Bashar al-Assad, Syria’s beleaguered president , has a close circle of family members and security officials who are thought to be influential in the regime’s increasingly bloody crackdown on pro-reform protesters, say analysts.
The image of Mr Assad as an instinctive reformer held back by a hardline faction is, however, discounted by many observers, who see him instead as the chief of an inner cabinet notable for its strong family presence and cohesiveness under pressure.
Those with the president’s ear – including Maher, his brother, and Assef Shawkat, his brother-in-law – will almost certainly be among those scrutinised in Washington and European capitals as western countries consider sanctions against regime intimates.
Andrew Tabler, a fellow of the Washington Institute for Near East Policy, a US think-tank, said: “The real heart of the regime is the security services and the Assad family. The two overlap – and that is what galvanises the regime from splitting.”
While not quite as extensive as the family of Libya’s Colonel Muammer Gaddafi, Mr Assad’s relatives are seen as playing an important role in sustaining the presidency he assumed in 2000 after his late father Hafez’s near-30-year rule.
Maher al-Assad, the youngest of Hafez’s four sons, is the head of the presidential guard, a feared unit that is widely seen as instrumental in the shootings of protesters in the southern city of Deraa, the cradle of the uprising.
Deraa demonstrators last month taunted Maher as a coward, challenging him to liberate the Golan Heights seized by Israel from Syria more than 40 years ago.
Mr Shawkat, the husband of Bushra, Bashar’s sister, is head of military intelligence and an army man since his 20s. He fell out with Basil, another Hafez al-Assad son who was once the presidential heir apparent, but his fortunes changed when Basil was killed in a car crash in 1994, opening the way for Bashar to take over instead.
Other players thought to be members of the inner circle are Rustom Ghazali, former head of intelligence in Lebanon, and the president’s cousin Hafez Makhlouf, deputy director of the General Intelligence Directorate. Rami, Mr Makhlouf’s brother, controls parts of the economy and is widely seen as the business arm of the regime.
Analysts say the presence of loyal security heads at the heart of the regime is one reason why – unlike in Egypt or Tunisia – a critical mass of government forces has so far remained behind Mr Assad and been willing to kill freely on his behalf, with rights groups reporting more than 400 protester deaths.

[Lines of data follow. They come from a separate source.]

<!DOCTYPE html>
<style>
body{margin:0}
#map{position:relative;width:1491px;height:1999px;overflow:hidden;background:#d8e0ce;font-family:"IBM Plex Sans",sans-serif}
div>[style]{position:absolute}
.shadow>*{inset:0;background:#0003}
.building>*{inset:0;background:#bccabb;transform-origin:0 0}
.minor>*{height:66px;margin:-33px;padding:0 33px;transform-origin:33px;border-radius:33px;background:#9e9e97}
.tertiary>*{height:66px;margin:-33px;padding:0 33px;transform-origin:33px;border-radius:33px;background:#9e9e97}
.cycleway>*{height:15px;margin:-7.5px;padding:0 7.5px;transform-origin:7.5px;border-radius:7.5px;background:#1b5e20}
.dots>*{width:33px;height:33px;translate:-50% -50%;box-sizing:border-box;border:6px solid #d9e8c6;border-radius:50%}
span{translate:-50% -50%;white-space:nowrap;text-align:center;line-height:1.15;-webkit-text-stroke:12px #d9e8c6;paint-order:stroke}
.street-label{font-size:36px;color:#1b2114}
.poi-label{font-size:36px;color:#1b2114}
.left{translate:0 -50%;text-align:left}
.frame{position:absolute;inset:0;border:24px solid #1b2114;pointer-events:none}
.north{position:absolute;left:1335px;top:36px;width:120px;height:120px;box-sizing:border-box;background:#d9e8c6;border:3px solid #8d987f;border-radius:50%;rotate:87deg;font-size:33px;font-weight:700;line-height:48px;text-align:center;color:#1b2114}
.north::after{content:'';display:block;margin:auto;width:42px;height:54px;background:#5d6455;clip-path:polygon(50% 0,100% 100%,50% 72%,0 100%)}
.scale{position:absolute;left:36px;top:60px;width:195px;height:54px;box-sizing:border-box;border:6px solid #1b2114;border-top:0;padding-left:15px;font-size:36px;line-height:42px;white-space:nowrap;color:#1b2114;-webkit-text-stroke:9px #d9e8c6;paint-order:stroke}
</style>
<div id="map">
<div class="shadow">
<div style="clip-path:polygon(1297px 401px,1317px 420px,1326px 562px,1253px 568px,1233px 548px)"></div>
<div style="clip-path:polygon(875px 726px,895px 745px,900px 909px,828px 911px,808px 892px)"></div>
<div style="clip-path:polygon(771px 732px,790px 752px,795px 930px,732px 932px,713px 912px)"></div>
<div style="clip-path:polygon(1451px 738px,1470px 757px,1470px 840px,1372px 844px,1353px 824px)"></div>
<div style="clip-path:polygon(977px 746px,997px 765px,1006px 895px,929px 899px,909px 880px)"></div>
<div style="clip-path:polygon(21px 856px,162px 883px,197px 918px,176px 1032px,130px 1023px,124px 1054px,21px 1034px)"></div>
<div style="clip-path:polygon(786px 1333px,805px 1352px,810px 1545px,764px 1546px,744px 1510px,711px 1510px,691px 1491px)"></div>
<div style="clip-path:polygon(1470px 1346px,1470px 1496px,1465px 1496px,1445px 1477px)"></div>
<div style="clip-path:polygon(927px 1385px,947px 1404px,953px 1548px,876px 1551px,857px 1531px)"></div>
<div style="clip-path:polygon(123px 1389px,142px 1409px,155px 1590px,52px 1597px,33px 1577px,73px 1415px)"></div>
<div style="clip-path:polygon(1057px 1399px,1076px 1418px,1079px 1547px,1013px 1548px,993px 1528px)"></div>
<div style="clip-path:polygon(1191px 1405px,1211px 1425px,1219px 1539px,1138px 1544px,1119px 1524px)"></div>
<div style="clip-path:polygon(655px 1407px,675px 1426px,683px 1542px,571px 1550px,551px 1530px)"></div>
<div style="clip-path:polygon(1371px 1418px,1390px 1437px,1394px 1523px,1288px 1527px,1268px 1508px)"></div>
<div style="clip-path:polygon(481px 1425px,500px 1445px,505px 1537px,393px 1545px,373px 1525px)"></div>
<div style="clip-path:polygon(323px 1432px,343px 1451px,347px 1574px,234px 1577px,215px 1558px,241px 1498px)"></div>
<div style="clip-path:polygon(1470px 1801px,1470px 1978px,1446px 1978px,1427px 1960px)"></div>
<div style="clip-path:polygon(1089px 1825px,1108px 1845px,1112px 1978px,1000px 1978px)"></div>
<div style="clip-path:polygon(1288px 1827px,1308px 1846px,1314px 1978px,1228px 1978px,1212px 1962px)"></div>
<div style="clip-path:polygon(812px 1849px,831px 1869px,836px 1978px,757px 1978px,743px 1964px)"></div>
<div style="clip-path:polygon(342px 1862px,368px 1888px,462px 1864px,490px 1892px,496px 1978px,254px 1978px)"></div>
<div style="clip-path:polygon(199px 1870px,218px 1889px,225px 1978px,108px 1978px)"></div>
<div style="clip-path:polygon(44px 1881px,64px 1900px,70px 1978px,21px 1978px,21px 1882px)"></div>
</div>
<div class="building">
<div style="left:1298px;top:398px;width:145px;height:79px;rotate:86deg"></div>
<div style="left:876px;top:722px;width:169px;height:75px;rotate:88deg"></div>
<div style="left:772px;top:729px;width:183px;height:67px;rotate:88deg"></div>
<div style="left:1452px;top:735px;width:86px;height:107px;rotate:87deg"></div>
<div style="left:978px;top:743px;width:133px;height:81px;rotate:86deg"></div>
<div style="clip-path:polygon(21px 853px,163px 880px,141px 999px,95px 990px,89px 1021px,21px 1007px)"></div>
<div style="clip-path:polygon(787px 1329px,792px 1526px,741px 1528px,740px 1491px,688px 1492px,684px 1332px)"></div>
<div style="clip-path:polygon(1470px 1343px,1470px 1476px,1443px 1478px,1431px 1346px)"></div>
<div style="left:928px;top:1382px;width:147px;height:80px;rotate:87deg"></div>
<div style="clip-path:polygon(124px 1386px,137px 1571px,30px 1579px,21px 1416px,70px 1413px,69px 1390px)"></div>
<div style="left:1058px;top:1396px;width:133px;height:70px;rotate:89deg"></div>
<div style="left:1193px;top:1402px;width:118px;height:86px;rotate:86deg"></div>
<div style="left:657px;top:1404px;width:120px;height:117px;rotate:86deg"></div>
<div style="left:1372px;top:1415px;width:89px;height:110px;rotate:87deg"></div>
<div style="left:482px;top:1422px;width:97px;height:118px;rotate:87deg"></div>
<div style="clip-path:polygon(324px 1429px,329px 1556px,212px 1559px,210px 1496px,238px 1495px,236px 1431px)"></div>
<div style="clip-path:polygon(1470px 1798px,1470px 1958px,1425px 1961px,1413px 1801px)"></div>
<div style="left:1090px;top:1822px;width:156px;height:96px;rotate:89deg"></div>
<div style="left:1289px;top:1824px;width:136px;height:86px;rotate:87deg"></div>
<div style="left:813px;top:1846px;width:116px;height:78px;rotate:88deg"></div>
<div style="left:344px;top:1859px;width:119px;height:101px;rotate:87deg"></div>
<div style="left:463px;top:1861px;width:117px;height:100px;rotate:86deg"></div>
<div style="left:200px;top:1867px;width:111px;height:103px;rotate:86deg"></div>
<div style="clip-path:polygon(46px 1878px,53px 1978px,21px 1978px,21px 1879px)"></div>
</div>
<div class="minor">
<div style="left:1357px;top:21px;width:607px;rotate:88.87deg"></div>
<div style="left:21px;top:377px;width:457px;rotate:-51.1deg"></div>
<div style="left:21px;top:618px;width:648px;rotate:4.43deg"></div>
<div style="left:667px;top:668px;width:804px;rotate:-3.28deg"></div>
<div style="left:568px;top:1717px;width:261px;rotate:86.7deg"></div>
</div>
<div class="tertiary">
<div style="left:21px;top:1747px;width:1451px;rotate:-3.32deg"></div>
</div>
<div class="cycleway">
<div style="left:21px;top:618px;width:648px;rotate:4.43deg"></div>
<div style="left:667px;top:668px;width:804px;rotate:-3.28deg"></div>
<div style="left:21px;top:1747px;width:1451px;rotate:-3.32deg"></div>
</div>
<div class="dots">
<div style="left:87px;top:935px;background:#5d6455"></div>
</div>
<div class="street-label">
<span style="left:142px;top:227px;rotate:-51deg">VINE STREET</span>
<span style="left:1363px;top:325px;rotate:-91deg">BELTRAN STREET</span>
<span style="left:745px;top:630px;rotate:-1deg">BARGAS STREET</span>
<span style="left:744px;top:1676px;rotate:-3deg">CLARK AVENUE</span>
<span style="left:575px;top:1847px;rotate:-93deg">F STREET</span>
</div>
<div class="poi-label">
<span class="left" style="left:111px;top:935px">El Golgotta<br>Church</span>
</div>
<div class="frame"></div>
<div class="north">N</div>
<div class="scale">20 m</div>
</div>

According to Radwan Ziadeh, a visiting scholar in Middle East studies at George Washington University, Mr Assad’s father concentrated influence in the security establishment in the same way when suppressing an Islamist uprising in the 1980s, during which thousands of people were killed.
The junior Assad’s regime has survived previous threats to its unity, including the 2005 defection to France of then vice-president Abdul Halim Khaddam after the assassination of Rafik Hariri, Lebanese former premier, for which the Syrian government was widely blamed.
Rumoured palace discord in Damascus after the mysterious 2008 assassination of Brigadier General Mohammed Suleiman, a senior military commander, also failed to shake the government’s stability.
Some analysts say Mr Assad’s clique is unlikely to suffer greatly from the sanctions now threatened by the US and some European countries, because, said Nadim Shehadi of Chatham House, the London think-tank: “These people don’t have their accounts in Barclays Bank and Chase Manhattan.”
The Syrian presidential cabal also has the experience of weathering a previous uprising, when Lebanese demonstrators rose up in 2005 to force out the Syrian army over the assassination of Mr Hariri.
Having survived that “Cedar revolution” in a foreign country, no one is yet betting against Mr Assad and his political clan crushing a homegrown insurgency towards which they have plainly decided to show no mercy.
As one analyst who knows the country well puts it: “I think they are united in pursuing whatever policies they need to pursue to maintain this position of power.”